Exactly 14 years ago , Satoshi Nakamoto designed the most pathetic / inefficient system ever invented by humankind : the blockchain.

Today, it weights 60 000 tons, wastes constantly 10 gigawatts (more than Belgium or Chile) to process less than 7 transactions per second :

Less than a 33 bps modem from 1990.

This could be a joke if it didn't have such gigantic environmental impact, wasn't enabling billion dollars ransomware industry and was not crushing thousands of lives in the process.

@FranckLeroy Oh, did it not turn out to be useful for buying a newspaper then?

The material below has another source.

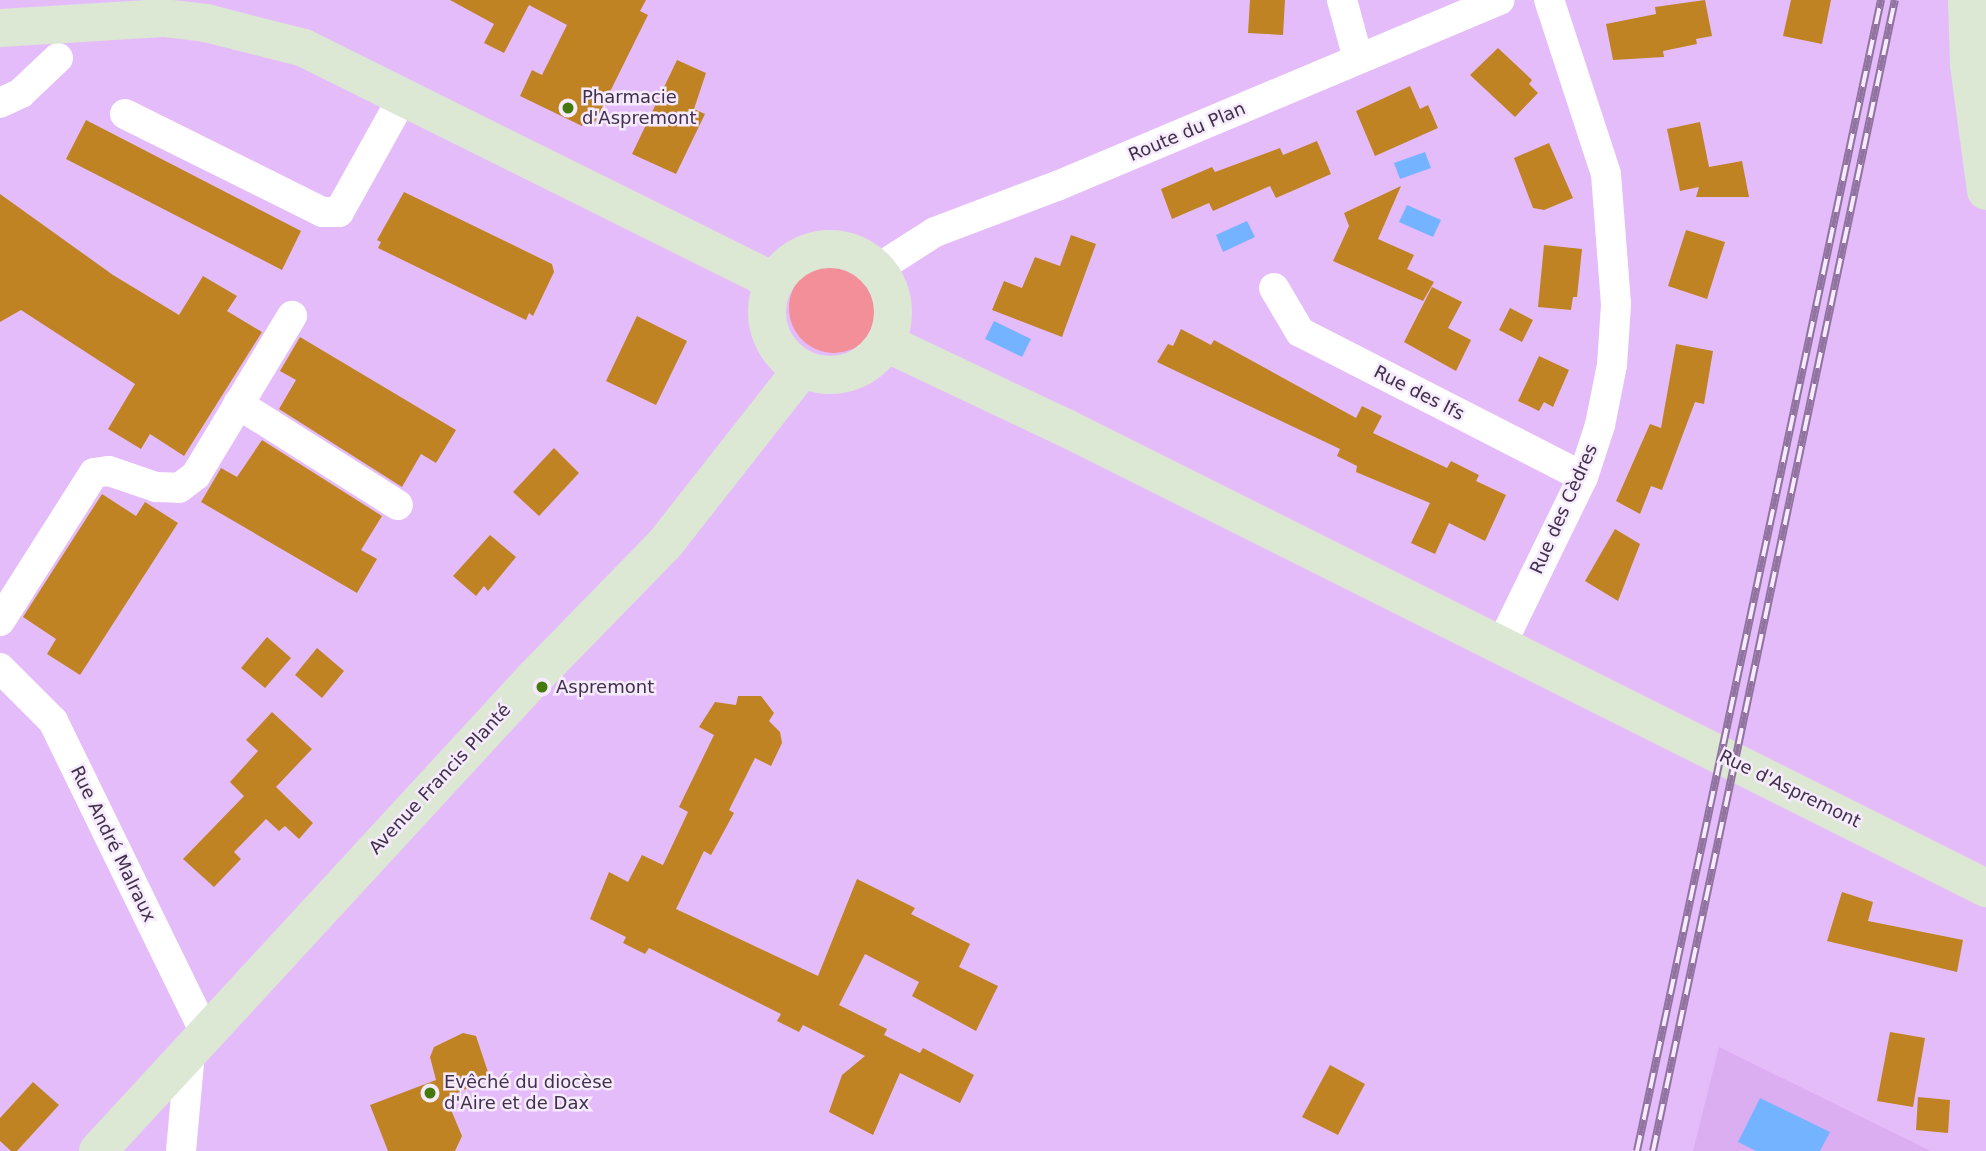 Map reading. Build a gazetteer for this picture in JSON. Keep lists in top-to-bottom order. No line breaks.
{"streets":{"main road":["Avenue Francis Planté","Rue d'Aspremont"],"street":["Route du Plan","Rue des Ifs","Rue des Cèdres","Rue André Malraux"]},"crossings":[["Route du Plan","Avenue Francis Planté"],["Route du Plan","Rue d'Aspremont"],["Rue des Ifs","Rue des Cèdres"],["Rue des Cèdres","Rue d'Aspremont"],["Avenue Francis Planté","Rue d'Aspremont"],["Avenue Francis Planté","Rue André Malraux"]],"places":["Pharmacie d'Aspremont","Aspremont","Evêché du diocèse d'Aire et de Dax"]} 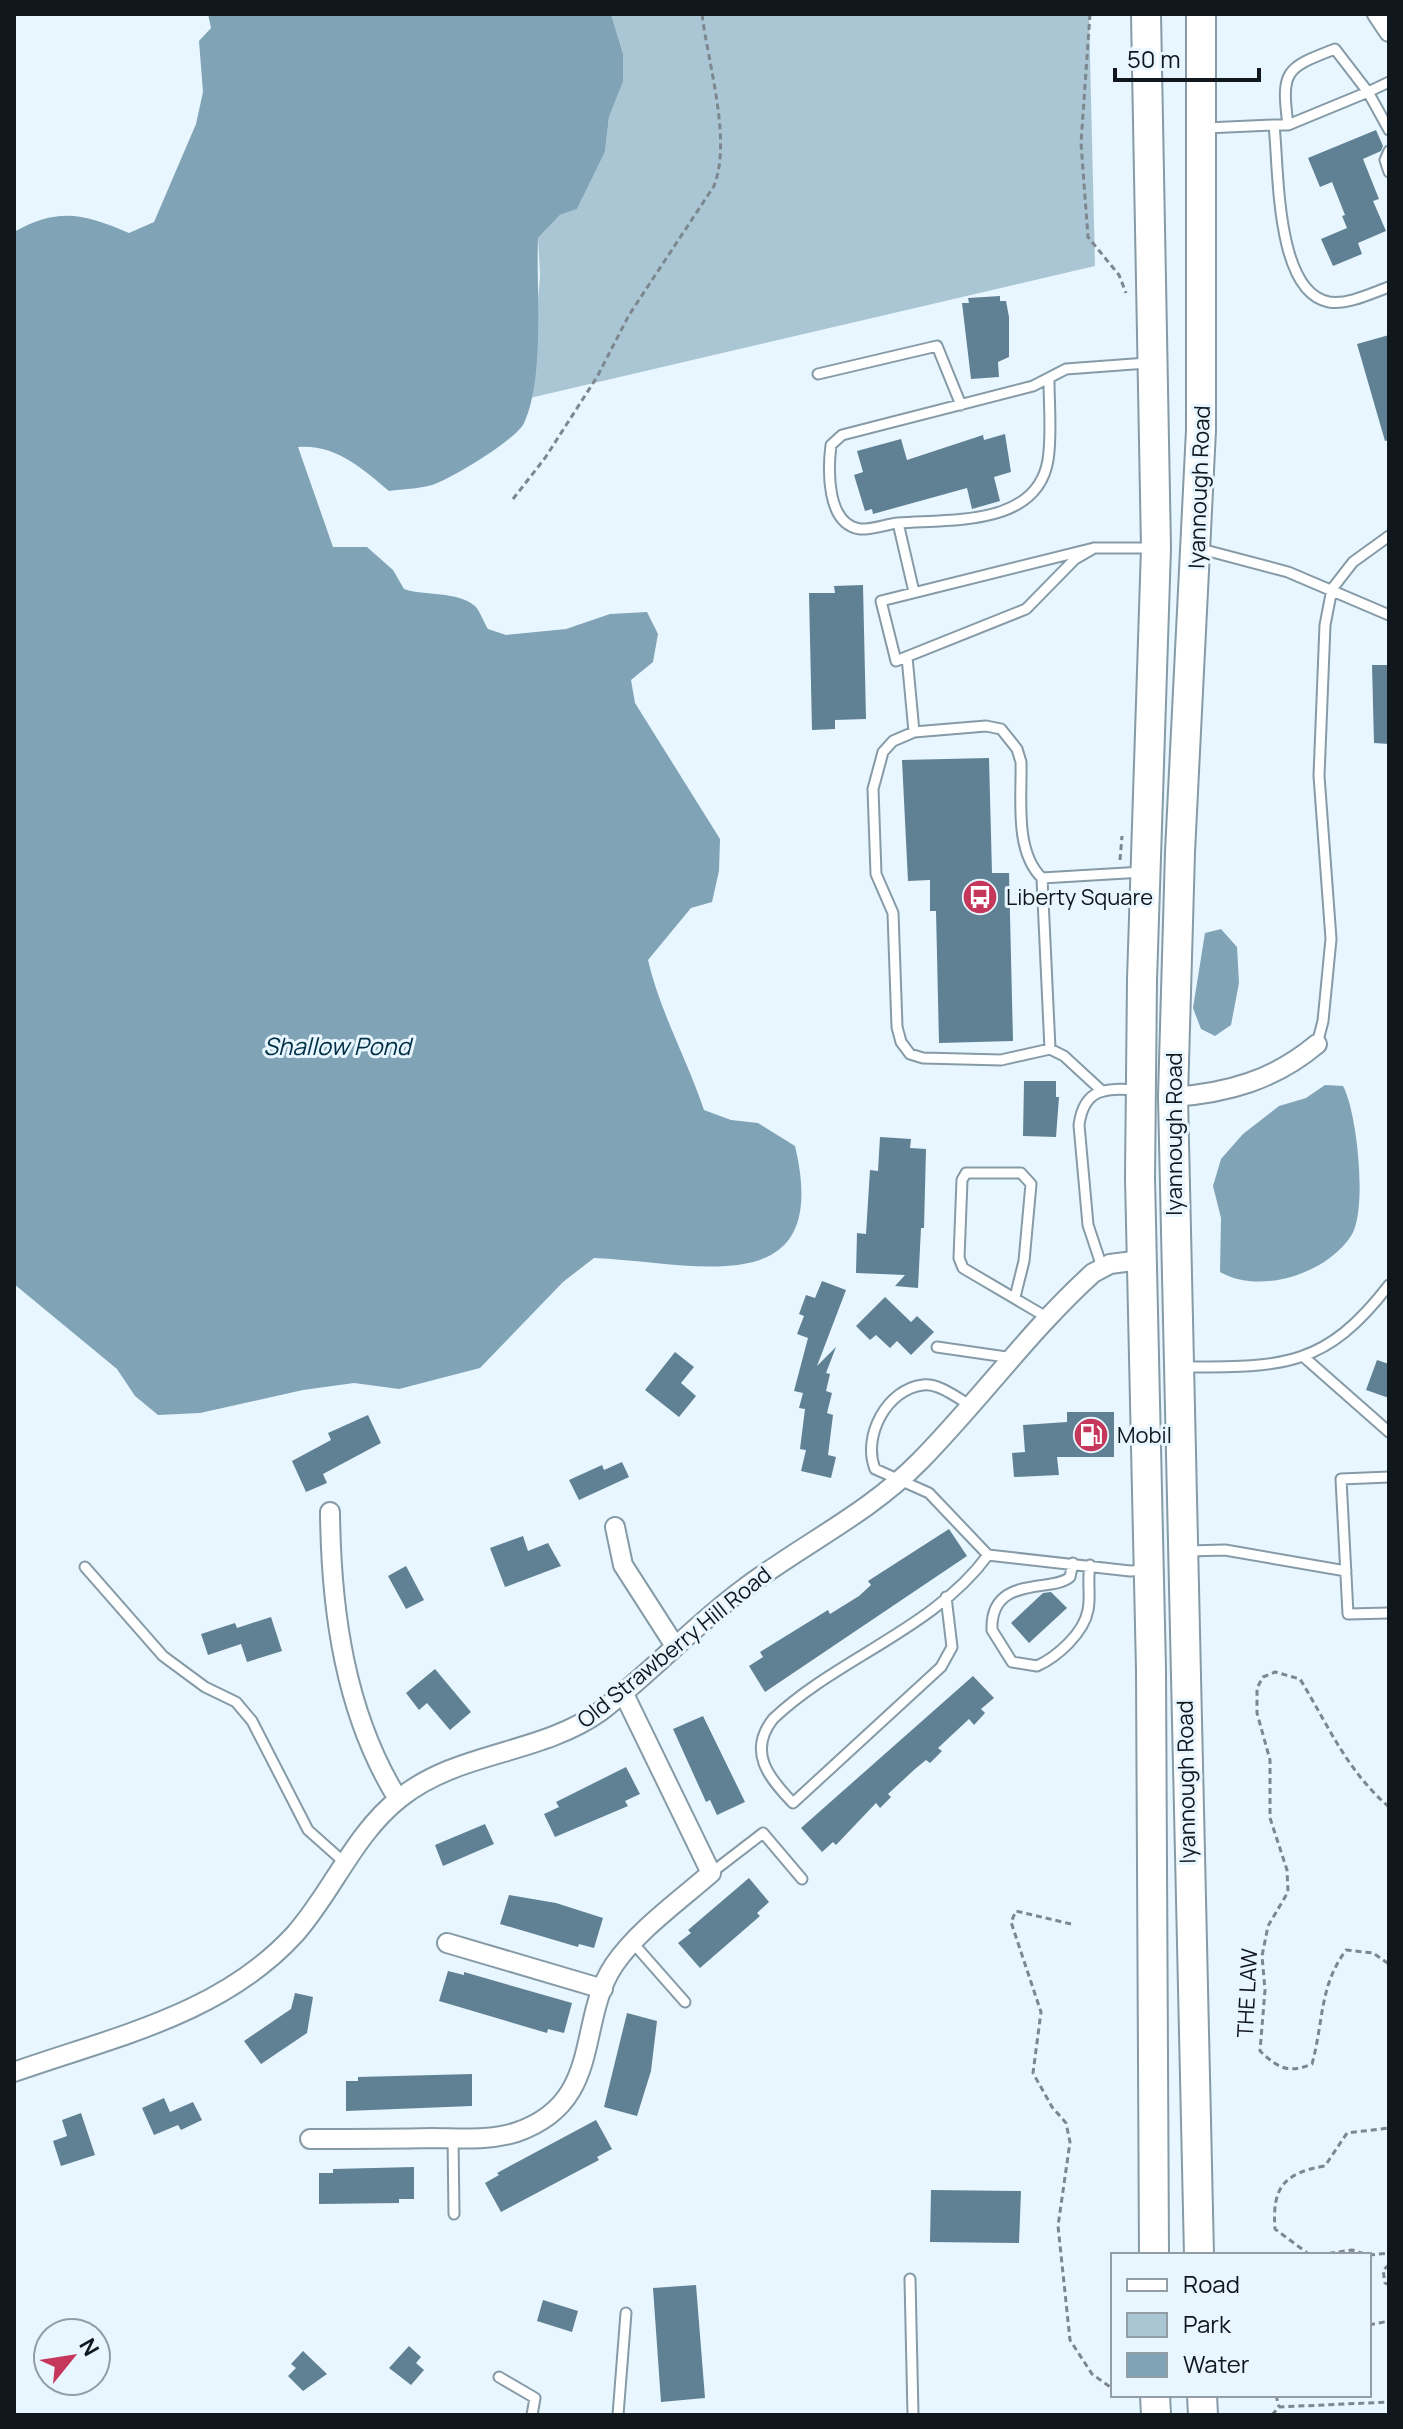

One does have to wonder why nobody did the performance calculations ...

@FranckLeroy to be fair, he was just dicking around with math.
@tob indeed.
typical case of POC of the intern that get pushed to production before being tested.
@tob @FranckLeroy
I like that the letters c and l become almost a d in an expression like "clicking around". Here that seems weirdly appropriate.
@FranckLeroy it’s also the most immutable data store ever created. And one that isn’t controlled by anyone. I still find that fascinating.
@Setok @FranckLeroy It would be possible to develop a distributed, immutable datastore that didn't involve boiling the planet.
@adamrice @FranckLeroy if you know how, I’m very sure the world would be keen to know. #ethereum has #PoS, but that has its own problems in that it even further rewards big wallets, and even Ethereum history has been rewritten while Bitcoin hasn’t.

@Setok

@adamrice @FranckLeroy

Check out IPFS and Arweave. Protocols are designed specifically as data stores, rather than having data storage as a side effect of intended purpose.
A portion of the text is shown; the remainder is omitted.